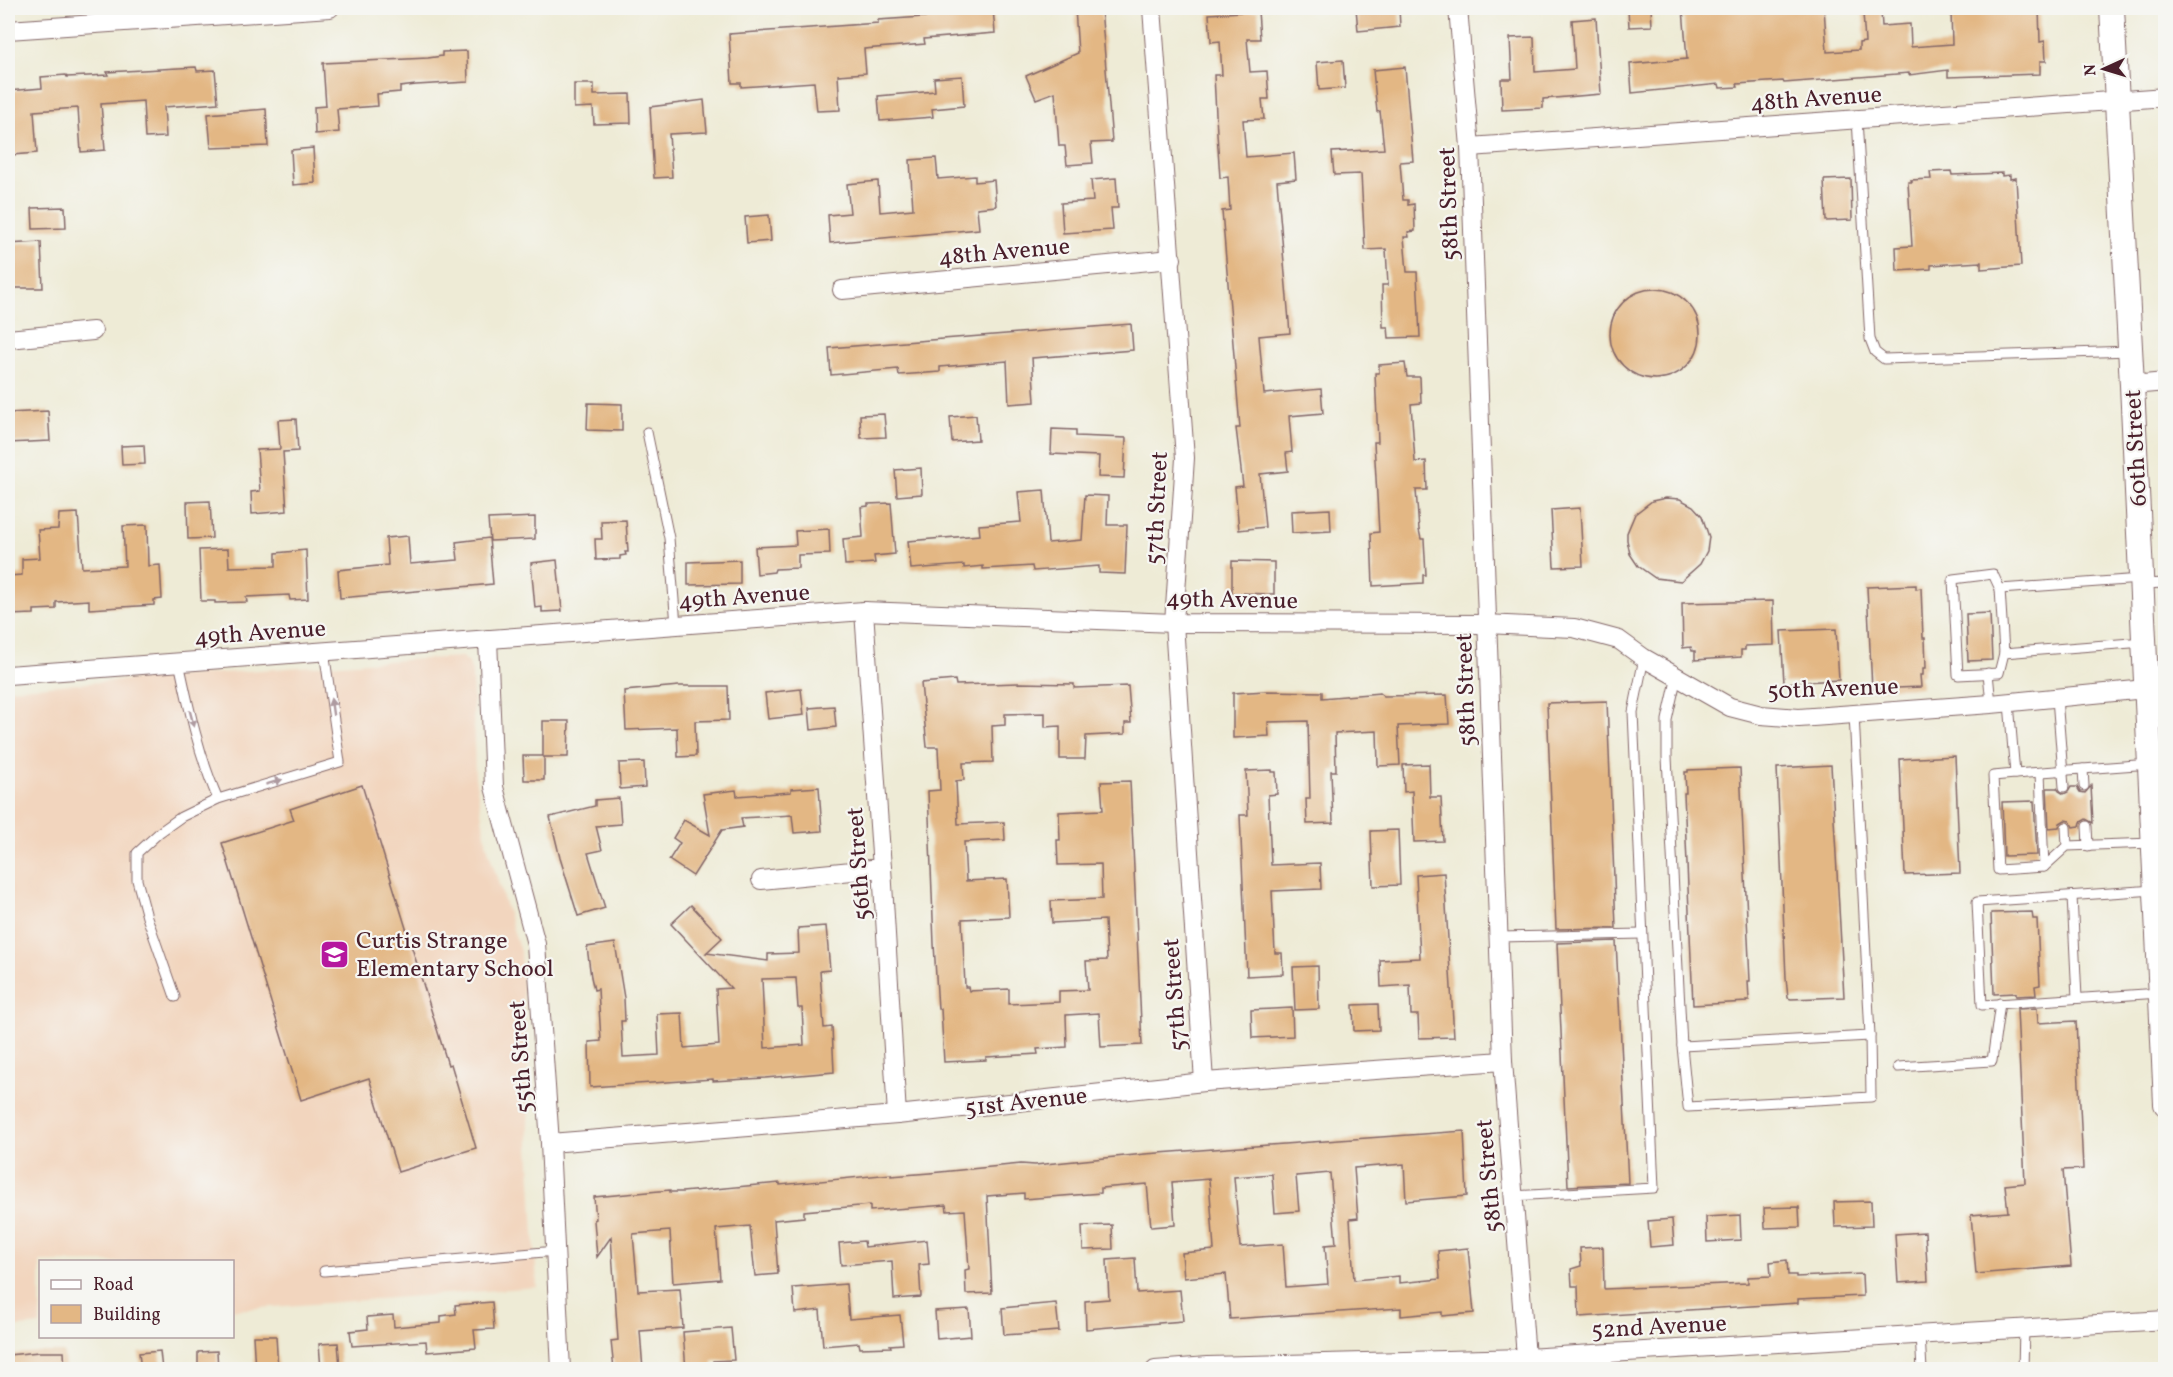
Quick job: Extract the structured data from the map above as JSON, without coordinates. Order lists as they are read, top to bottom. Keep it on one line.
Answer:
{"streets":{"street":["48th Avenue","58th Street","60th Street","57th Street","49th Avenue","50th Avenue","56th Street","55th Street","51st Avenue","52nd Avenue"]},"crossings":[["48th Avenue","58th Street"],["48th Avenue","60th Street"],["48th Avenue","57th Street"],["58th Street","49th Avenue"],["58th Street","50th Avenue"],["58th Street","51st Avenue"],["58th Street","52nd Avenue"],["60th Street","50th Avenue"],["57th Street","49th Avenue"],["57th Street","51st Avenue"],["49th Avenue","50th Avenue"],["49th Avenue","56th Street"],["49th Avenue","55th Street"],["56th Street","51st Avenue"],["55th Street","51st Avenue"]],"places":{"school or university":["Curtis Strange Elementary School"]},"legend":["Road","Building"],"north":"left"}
------------------------------------------------
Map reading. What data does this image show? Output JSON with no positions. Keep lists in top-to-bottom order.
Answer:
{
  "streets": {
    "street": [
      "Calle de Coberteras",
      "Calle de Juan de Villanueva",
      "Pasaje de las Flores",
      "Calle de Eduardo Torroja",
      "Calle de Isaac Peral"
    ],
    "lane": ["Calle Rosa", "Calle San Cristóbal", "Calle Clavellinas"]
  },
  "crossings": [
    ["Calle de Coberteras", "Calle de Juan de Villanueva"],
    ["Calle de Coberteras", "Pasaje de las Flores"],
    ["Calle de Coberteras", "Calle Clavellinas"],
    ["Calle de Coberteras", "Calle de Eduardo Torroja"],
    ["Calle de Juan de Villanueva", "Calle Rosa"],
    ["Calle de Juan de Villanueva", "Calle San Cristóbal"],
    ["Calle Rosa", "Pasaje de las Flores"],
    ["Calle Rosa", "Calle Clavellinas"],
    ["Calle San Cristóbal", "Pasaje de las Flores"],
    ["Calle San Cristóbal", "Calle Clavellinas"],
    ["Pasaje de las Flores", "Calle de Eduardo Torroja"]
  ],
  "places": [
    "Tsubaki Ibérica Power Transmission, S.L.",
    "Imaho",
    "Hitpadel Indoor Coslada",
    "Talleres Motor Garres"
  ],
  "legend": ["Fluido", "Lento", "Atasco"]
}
------------------------------------------------
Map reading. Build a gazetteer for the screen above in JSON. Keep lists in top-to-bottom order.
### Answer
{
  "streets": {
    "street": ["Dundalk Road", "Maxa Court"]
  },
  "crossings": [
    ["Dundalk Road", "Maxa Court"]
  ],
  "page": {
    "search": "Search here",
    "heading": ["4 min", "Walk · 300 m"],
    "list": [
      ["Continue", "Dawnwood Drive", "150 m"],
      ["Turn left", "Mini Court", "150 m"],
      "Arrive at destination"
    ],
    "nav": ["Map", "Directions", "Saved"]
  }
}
------------------------------------------------
Task statement:
When a line in the material includes the word "data", copy it out.

Solution for this problem:
Quick job: Extract the structured data from the map above as JSON, without coordinates. Order lists as they are read, top to bottom. Keep it on one line.
Map reading. What data does this image show? Output JSON with no positions. Keep lists in top-to-bottom order.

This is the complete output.